DON COWIE reckons some Hearts fans should have been careful what they wished for.
The former Jambos captain still recalls his utter disbelief when a vocal minority of supporters chartered a plane sporting a banner calling for Robbie Neilson’s head in March 2016.
‘No style, no bottle, Neilson out’ was the message writ large in the skies above Tynecastle.
Hearts were third in the Premiership and defeated Partick Thistle 1-0 that afternoon and, having only arrived at the club five weeks earlier, Cowie was beyond baffled by the bizarre affair.
That noisy band of disgruntled fans were satisfied nine months later when Neilson departed Hearts for MK Dons. The men in maroon were in the rarified air of second spot.
Since then, Cowie acknowledges it has been a constant descent towards mediocrity under Ian Cathro, Craig Levein and, most recently, Daniel Stendel which culminated in their demotion to the Championship following a curtailed 2019/20 campaign.
“I played in the game where the plane was flown over with the banner and was just thinking ‘what is going on here?’” said the former Scotland star.
“I was astonished after what he had achieved the season before [promotion], and we were sitting third in the league at that time.
“Then, on the day he left for MK Dons we had just gone second in the Premiership after beating Rangers.
“Since then, it’s been a big dip – I think everyone would accept that – and if anyone can arrest that, it’s Robbie.”
Neilson will today carry out media duties for the first time since his return to the club was confirmed last month, breaking his silence on his shock decision to quit Dundee United.
And Cowie believes he can repeat the feat of lifting the Jambos out of the doldrums.
“I knew Robbie was going to be a top manager,” continued Cowie. “He was a young coach when I worked with him but he was so comfortable in the position and commanded respect among the squad.
“His communication with the players, his content in training, his enthusiasm and desire for the work was fantastic.
“And I’ve no doubt he’ll have learned a lot from his time down south – adding to the qualities I could already see in him. It’s a brilliant appointment for the football club.”
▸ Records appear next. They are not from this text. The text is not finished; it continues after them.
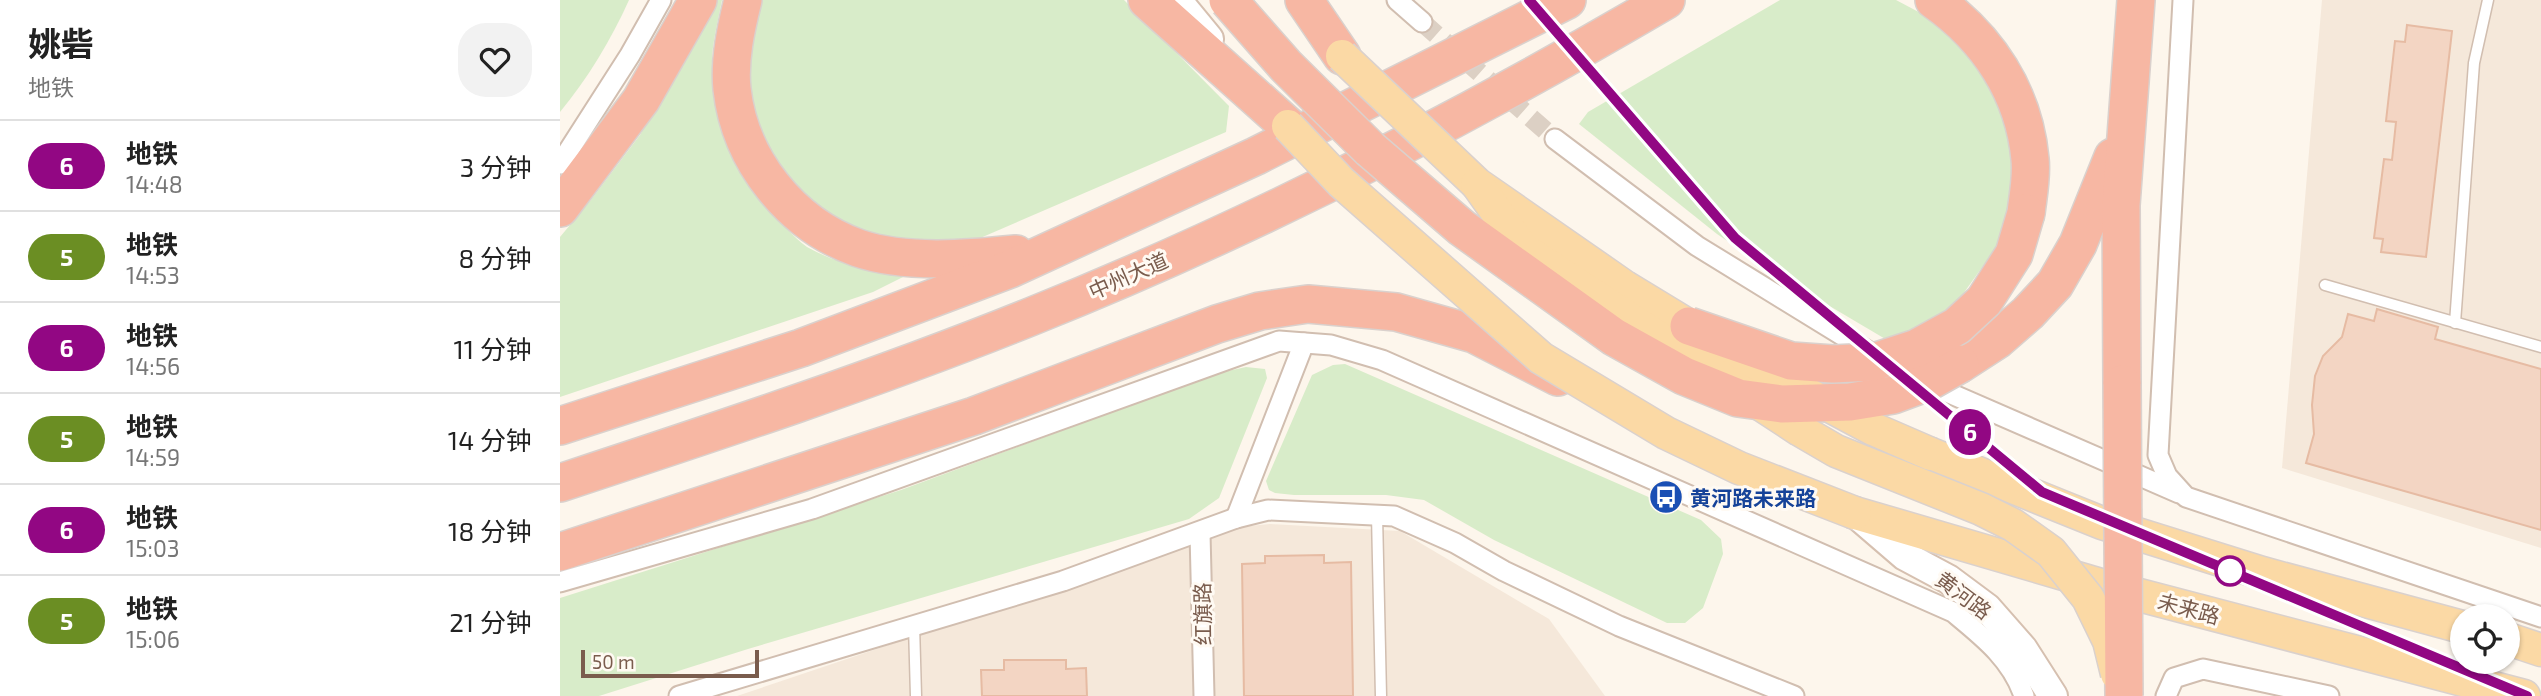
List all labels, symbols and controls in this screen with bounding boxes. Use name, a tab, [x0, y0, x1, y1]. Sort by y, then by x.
text: 姚砦	[28, 23, 94, 63]
button: heart	[458, 23, 532, 97]
text: 地铁	[28, 73, 74, 101]
text: 地铁	[126, 137, 178, 168]
text: 6	[59, 151, 74, 180]
text: 3 分钟	[460, 151, 532, 182]
text: 14:48	[126, 170, 183, 198]
text: 地铁	[126, 228, 178, 259]
text: 5	[60, 242, 73, 271]
text: 8 分钟	[458, 242, 532, 273]
street label: 中州大道	[1085, 246, 1171, 304]
text: 14:53	[126, 261, 180, 289]
text: 地铁	[126, 319, 178, 350]
text: 6	[59, 333, 74, 362]
text: 11 分钟	[454, 333, 532, 364]
text: 14:56	[126, 352, 180, 380]
line badge: 6	[1947, 409, 1993, 455]
text: 地铁	[126, 410, 178, 441]
text: 6	[1963, 417, 1977, 446]
text: 5	[60, 424, 73, 453]
text: 14 分钟	[448, 424, 532, 455]
text: 14:59	[126, 443, 180, 471]
bus stop icon: 黄河路未来路	[1647, 478, 1685, 516]
place label: 黄河路未来路	[1690, 485, 1816, 510]
text: 地铁	[126, 501, 178, 532]
text: 6	[59, 515, 74, 544]
text: 18 分钟	[448, 515, 532, 546]
text: 15:03	[126, 534, 180, 562]
unlabelled marker	[2215, 556, 2245, 586]
street label: 黄河路	[1931, 566, 1997, 624]
street label: 红旗路	[1189, 582, 1215, 646]
street label: 未来路	[2155, 588, 2223, 628]
text: 地铁	[126, 592, 178, 623]
map controls	[2450, 604, 2520, 674]
button: locate	[2450, 604, 2520, 674]
text: 5	[60, 606, 73, 635]
text: 21 分钟	[449, 606, 532, 637]
text: 15:06	[126, 625, 180, 653]
scale bar	[581, 647, 760, 679]
text: 50 m	[592, 650, 635, 673]

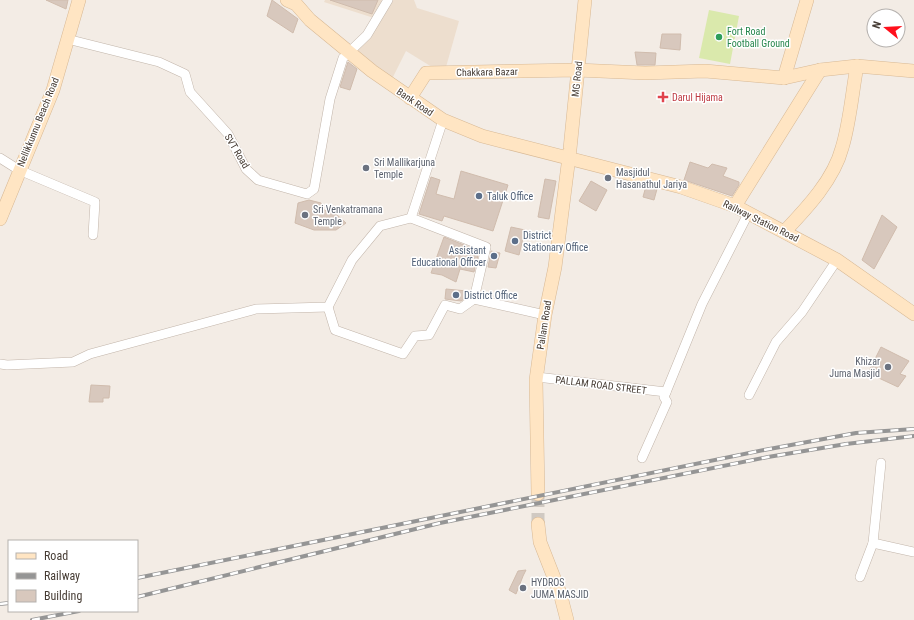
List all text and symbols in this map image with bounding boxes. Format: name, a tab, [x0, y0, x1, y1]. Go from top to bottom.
north arrow	[866, 8, 906, 48]
text: N	[870, 20, 884, 30]
place label: Fort Road Football Ground	[727, 26, 790, 49]
marker: Fort Road Football Ground	[714, 32, 724, 42]
street label: MG Road	[570, 61, 584, 97]
street label: Chakkara Bazar	[456, 66, 518, 78]
street label: Nellikkunnu Beach Road	[15, 76, 61, 168]
street label: Bank Road	[395, 86, 436, 118]
marker: Darul Hijama	[657, 91, 669, 103]
place label: Darul Hijama	[672, 92, 723, 103]
street label: SVT Road	[222, 132, 252, 170]
place label: Sri Mallikarjuna Temple	[374, 157, 435, 180]
marker: Sri Mallikarjuna Temple	[361, 163, 371, 173]
place label: Masjidul Hasanathul Jariya	[616, 167, 687, 190]
marker: Masjidul Hasanathul Jariya	[603, 173, 613, 183]
marker: Taluk Office	[474, 191, 484, 201]
place label: Taluk Office	[487, 191, 533, 202]
street label: Railway Station Road	[721, 198, 801, 244]
place label: Sri Venkatramana Temple	[313, 204, 383, 227]
marker: Sri Venkatramana Temple	[300, 210, 310, 220]
place label: District Stationary Office	[523, 230, 589, 253]
marker: District Stationary Office	[510, 236, 520, 246]
place label: Assistant Educational Officer	[412, 245, 486, 268]
marker: Assistant Educational Officer	[489, 251, 499, 261]
marker: District Office	[451, 290, 461, 300]
place label: District Office	[464, 290, 518, 301]
street label: Pallam Road	[535, 300, 553, 350]
place label: Khizar Juma Masjid	[829, 356, 880, 379]
marker: Khizar Juma Masjid	[883, 362, 893, 372]
street label: PALLAM ROAD STREET	[555, 374, 647, 396]
legend	[8, 540, 138, 612]
text: Road	[44, 549, 68, 563]
text: Railway	[44, 569, 80, 583]
place label: HYDROS JUMA MASJID	[531, 577, 589, 600]
marker: HYDROS JUMA MASJID	[518, 583, 528, 593]
text: Building	[44, 589, 82, 603]

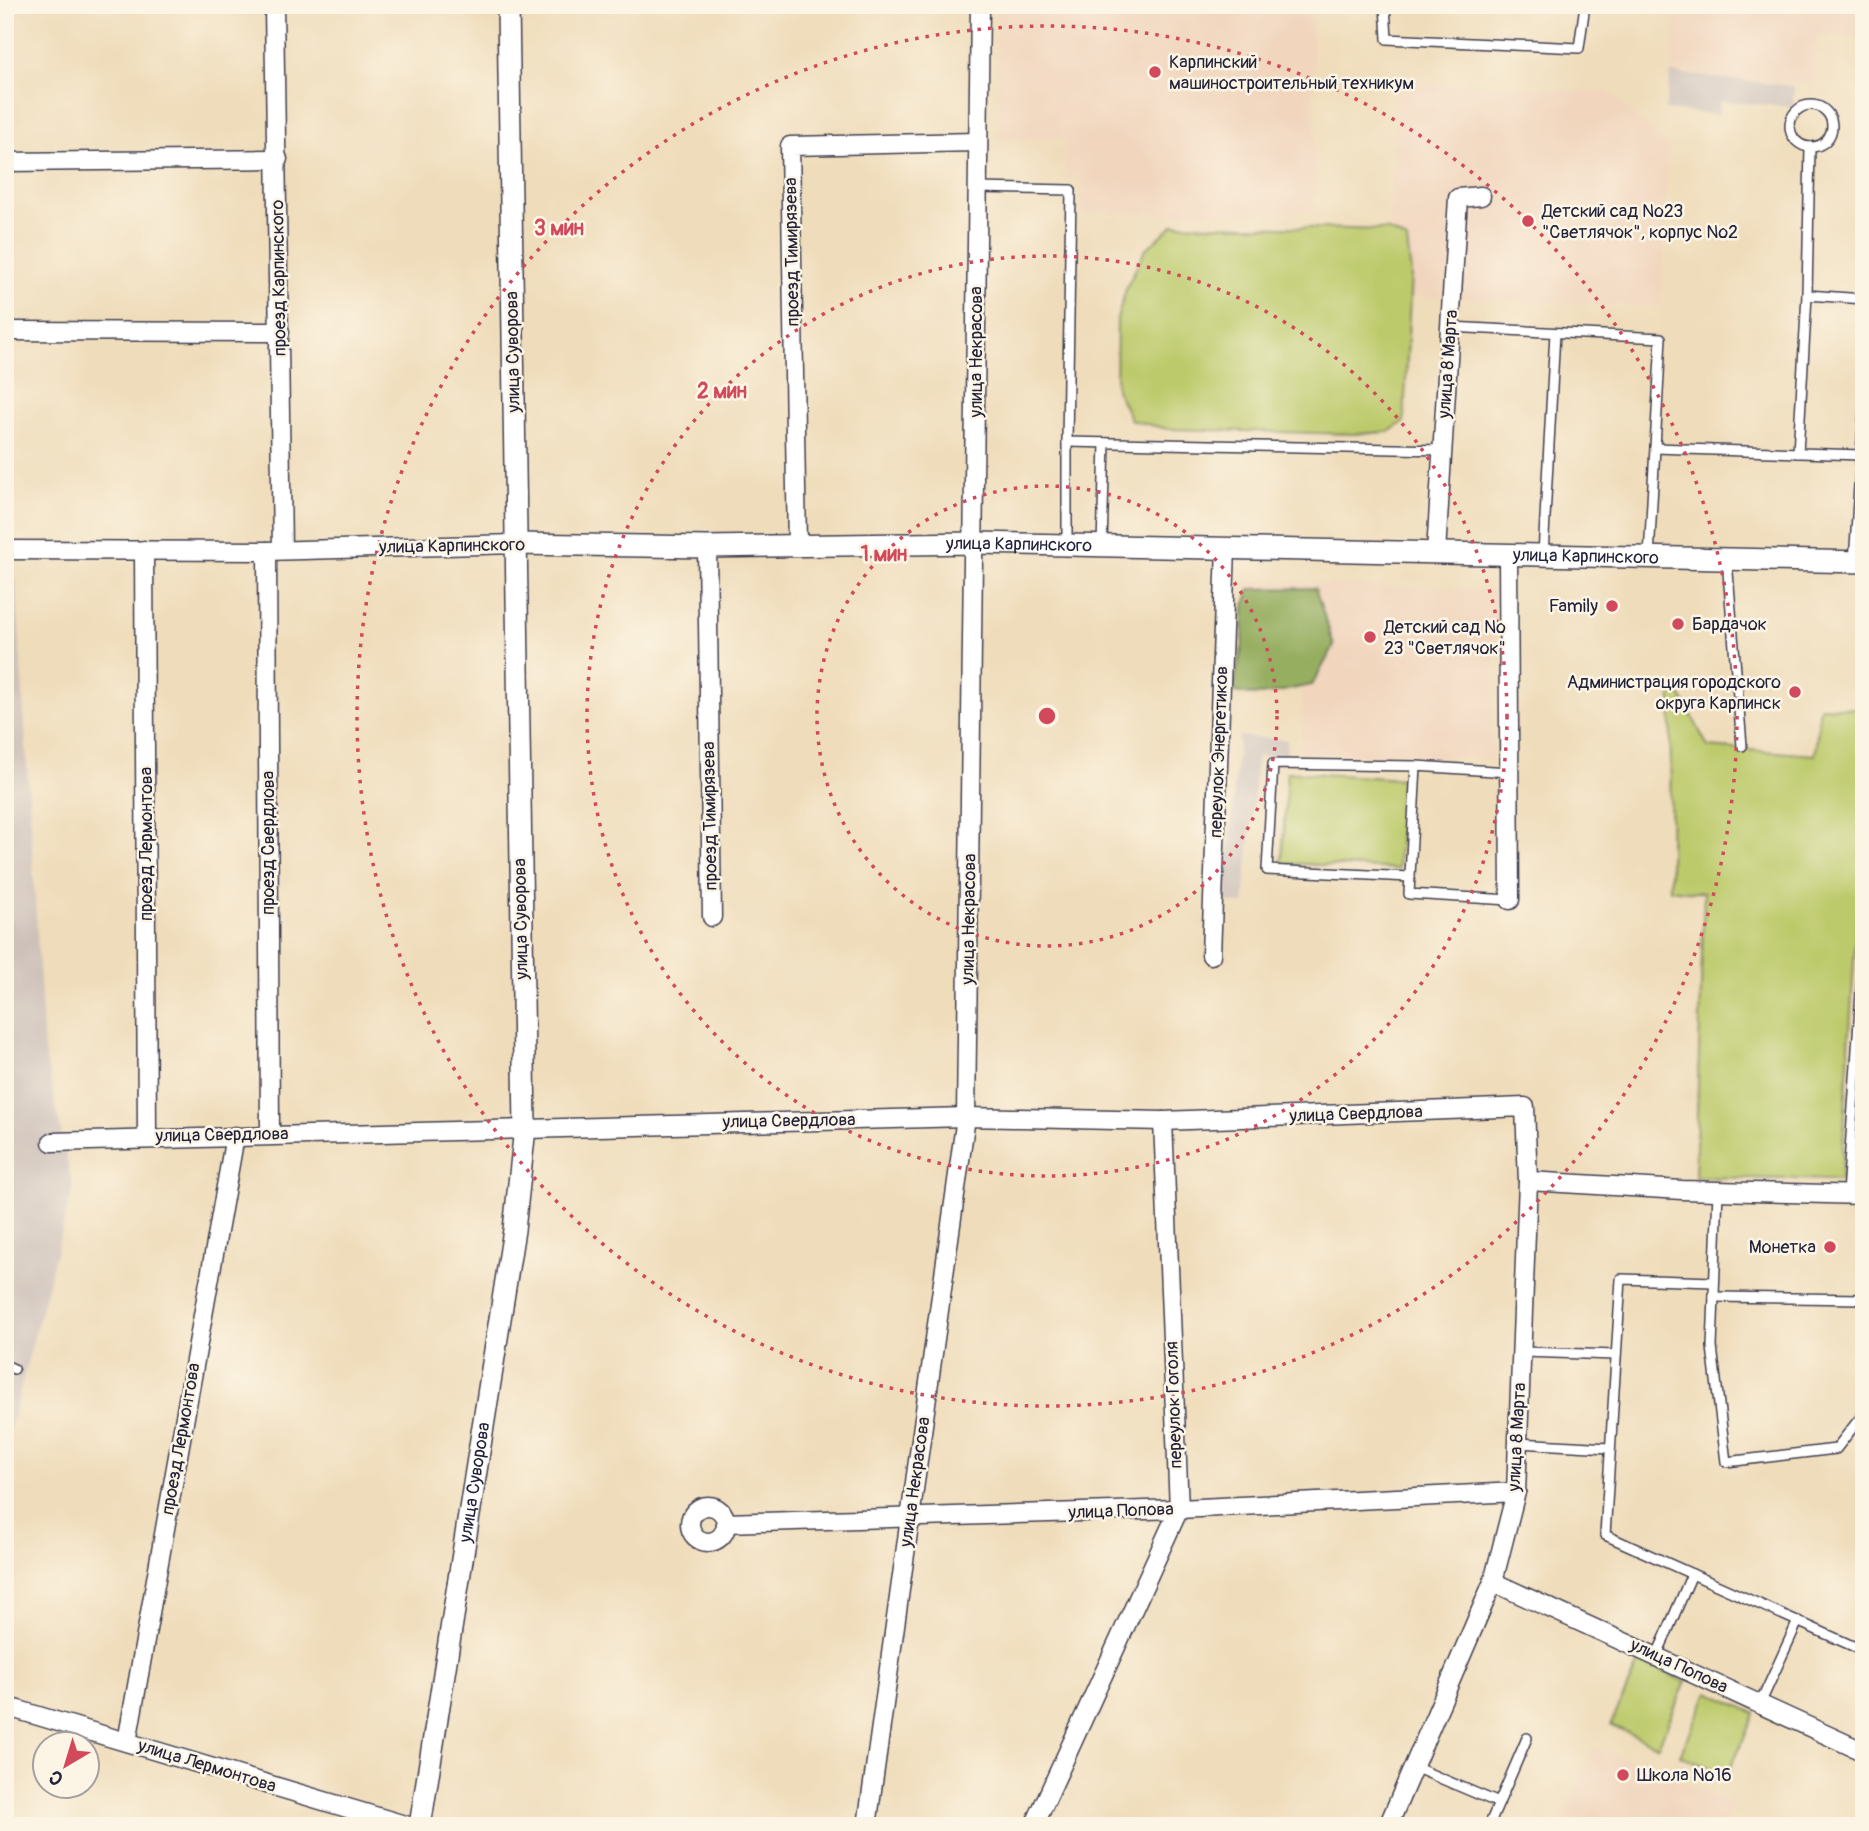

Cowie, now first-team coach at his boyhood club Ross County, accepts there was an ‘element of surprise’ that Neilson eschewed Premiership football with United for the likelihood of a Championship campaign in Gorgie.
However, he reckons that illustrates the emotional attachment Neilson has with the club, given his combined 15 years there as a player and head coach.
Cowie also says that, despite Tannadice sporting director recently disputing the contention, Hearts are simply a bigger club than United.
“There’s an element of surprise because Robbie is coming off the back of a successful season and, as it stands, is turning down the opportunity to manage in the top-flight,” continued Cowie.
“However, the draw of Hearts is huge for Robbie. He has managed the club before, knows the stature and size of the club and has achieved great things there.
“If I’m being honest, Hearts are the bigger club of the two.
“Yes, Hearts are in the division below but I’m sure Robbie will be thinking that won’t be the case in 12 months’ time.
“In the fullness of time, he’ll see more opportunity to progress at Hearts than Dundee United.”